[Collected data]
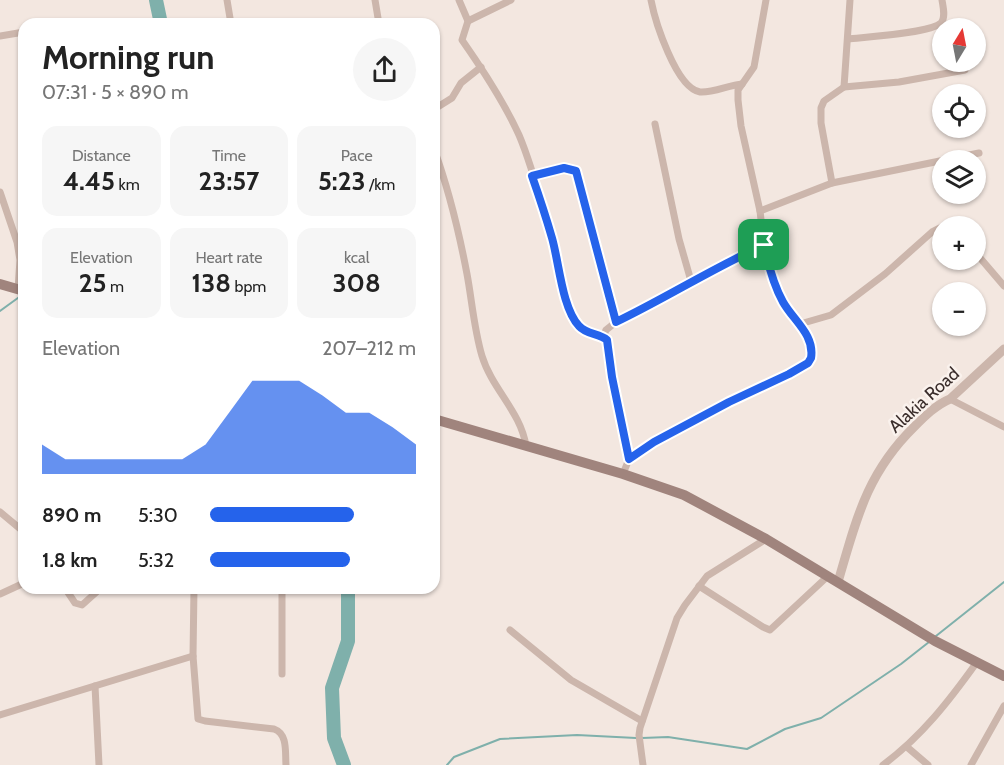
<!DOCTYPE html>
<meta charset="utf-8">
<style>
:root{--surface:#fff;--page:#f6f6f6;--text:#222;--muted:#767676;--accent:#2563eb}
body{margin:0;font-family:Cabin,sans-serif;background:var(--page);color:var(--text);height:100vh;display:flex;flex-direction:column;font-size:22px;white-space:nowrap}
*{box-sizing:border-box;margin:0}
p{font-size:20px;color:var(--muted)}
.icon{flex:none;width:33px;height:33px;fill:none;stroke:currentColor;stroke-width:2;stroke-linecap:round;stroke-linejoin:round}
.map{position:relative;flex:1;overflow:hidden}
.side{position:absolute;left:18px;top:18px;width:422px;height:576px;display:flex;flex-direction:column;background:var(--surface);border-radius:18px;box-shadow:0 2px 4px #0004}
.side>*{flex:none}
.needle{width:39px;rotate:10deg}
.controls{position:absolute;left:932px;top:18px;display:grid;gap:12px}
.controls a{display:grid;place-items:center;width:54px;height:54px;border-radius:50%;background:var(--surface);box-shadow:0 2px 4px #0004;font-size:30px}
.pin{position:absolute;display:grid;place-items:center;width:51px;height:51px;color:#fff;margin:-26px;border-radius:12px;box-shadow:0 3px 9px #0006}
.round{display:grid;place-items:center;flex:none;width:63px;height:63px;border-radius:32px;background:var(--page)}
.overview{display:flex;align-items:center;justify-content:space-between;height:102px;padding:0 24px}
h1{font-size:33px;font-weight:800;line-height:45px}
.stats{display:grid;grid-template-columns:repeat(3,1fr);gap:9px;height:102px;padding:6px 24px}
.stats div{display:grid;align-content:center;border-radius:15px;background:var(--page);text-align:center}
.stats b{font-size:26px;font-weight:800}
.stats small{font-size:16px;font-weight:400}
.stats p{font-size:16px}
.chart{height:168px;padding:12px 24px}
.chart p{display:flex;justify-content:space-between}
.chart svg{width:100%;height:108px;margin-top:6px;fill:var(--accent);opacity:.7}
ul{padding:0 24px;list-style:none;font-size:20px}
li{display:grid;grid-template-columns:96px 72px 1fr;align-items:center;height:45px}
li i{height:15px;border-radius:8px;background:var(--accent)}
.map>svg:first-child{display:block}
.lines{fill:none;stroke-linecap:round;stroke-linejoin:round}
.stream{stroke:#7fb0ab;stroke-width:2}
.river{stroke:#7fb0ab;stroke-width:14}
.minor{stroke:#ccb6ac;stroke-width:7}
.tertiary{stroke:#ccb6ac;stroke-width:9}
.secondary{stroke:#a0847d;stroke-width:10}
.route-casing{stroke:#fff;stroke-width:12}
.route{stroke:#2563eb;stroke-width:8}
.labels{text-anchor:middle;stroke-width:5;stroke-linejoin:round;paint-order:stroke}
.street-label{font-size:18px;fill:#3a2d2b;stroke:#faf2ed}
</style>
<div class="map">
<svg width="1004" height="765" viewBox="0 0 1004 765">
<rect width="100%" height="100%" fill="#f3e7e0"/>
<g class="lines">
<g class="stream">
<polyline points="0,311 22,295"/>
<polyline points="936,636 1004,582"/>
<polyline points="642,738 668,737 747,749 785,729 821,718 901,664 929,642"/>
<polyline points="447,765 454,757 500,739 577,735 636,738"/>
</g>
<g class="river">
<polyline points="156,0 161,24"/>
<polyline points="344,765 334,738 332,688 348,641 348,588"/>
</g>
<g class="minor">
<polyline points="227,0 231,24"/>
<polyline points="375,0 379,24"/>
<path d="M459,0L468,21L462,40C483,70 504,102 519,135C531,163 542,204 551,235C560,264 561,296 576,323C584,335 598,332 607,340L612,377L629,459L623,474"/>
<path d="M651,0C655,21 676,88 700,92C713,93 729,85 742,84"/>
<polyline points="468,21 511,0"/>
<polyline points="74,24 76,24"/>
<polyline points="0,36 24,32"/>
<path d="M848,39C865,37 931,33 941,23C946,17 943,7 942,0"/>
<polyline points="844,87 899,82 965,70"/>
<polyline points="434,120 436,108 452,98 461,83 481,67"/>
<polyline points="655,124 679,239 691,281"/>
<path d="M434,149C449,190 459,232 467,274C472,301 474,329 482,356C492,389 521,412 526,446"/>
<polyline points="532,176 564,168 576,171 616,322"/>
<polyline points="832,183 821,123 821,108 824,101 844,87 850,0"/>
<polyline points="0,192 17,242 20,260 18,289"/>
<polyline points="760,211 832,183 979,153"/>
<polyline points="975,252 1004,286"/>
<polyline points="800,324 831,315 885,274 932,232 948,224 954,226"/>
<polyline points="603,337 606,330 616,322 764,245"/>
<polyline points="950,399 1004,427"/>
<polyline points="629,459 654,442 729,402 789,374 808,363 811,359 810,342 800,324 783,303 771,272 764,245 760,211 741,126 738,100 738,90 754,67 766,0"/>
<polyline points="0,512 24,532"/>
<polyline points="699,586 763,627 770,630 828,576"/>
<polyline points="65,588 75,603 82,605 101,588"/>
<path d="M194,588L193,656L198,719L205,721L274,729C288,734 285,752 286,765"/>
<polyline points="0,594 24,583"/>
<polyline points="510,630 571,680 642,721"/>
<polyline points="282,674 282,588"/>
<polyline points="95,686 99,765"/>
<polyline points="0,715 193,656"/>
<polyline points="907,747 928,765"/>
<polyline points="643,765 639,735 640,728 677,618 685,605 707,576 766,539"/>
<path d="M883,765C922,736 949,701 977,662"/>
<polyline points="971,765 1004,706"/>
</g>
<path class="tertiary" d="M838,582C856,521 866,474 914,427C925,416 936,405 950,399L1004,349"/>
<g class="secondary">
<polyline points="0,284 24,291"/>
<polyline points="434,419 623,474 684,495 766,539 935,641 1004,676"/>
</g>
</g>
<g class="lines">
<g class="route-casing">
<path id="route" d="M564,168L576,171L616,322C666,298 713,268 764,245C768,264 773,284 783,302C793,320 815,335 811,358L808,363L789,374L729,402L654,442L629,459L612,377L607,340C599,333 587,335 579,326C562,308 559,262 552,238C546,217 539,196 532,176Z"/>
</g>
<use href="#route" class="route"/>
</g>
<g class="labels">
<g class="street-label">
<text transform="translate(924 400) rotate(-42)" y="6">Alakia Road</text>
</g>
</g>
</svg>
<div class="controls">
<a><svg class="needle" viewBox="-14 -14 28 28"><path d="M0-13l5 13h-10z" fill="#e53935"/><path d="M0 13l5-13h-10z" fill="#767676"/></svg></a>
<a><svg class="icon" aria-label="locate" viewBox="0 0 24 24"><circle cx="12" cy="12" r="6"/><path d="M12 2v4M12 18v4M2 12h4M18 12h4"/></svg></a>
<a><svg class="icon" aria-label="layers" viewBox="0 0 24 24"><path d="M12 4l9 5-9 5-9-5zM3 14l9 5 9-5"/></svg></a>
<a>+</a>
<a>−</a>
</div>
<div class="pin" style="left:764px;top:245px;background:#1e9e55"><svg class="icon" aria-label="arrive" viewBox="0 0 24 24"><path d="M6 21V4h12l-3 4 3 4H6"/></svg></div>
<section class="side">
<div class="overview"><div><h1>Morning run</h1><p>07:31 · 5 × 890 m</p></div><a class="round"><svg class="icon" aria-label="share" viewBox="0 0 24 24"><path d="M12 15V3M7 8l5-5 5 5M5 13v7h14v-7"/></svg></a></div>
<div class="stats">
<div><p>Distance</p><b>4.45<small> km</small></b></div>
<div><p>Time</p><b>23:57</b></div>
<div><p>Pace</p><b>5:23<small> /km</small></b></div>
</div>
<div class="stats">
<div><p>Elevation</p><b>25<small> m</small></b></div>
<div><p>Heart rate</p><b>138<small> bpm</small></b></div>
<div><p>kcal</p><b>308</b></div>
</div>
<div class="chart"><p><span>Elevation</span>207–212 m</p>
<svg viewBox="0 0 160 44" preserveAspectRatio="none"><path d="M0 44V32L10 38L20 38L30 38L40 38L50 38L60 38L70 32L80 19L90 6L100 6L110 6L120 12L130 19L140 19L150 25L160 32V44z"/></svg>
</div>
<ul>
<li><b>890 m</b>5:30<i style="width:70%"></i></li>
<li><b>1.8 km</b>5:32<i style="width:68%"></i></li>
</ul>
</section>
</div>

Problem statement — Copy all lines from the data above that contain the word "linecap".

Expected answer —
.icon{flex:none;width:33px;height:33px;fill:none;stroke:currentColor;stroke-width:2;stroke-linecap:round;stroke-linejoin:round}
.lines{fill:none;stroke-linecap:round;stroke-linejoin:round}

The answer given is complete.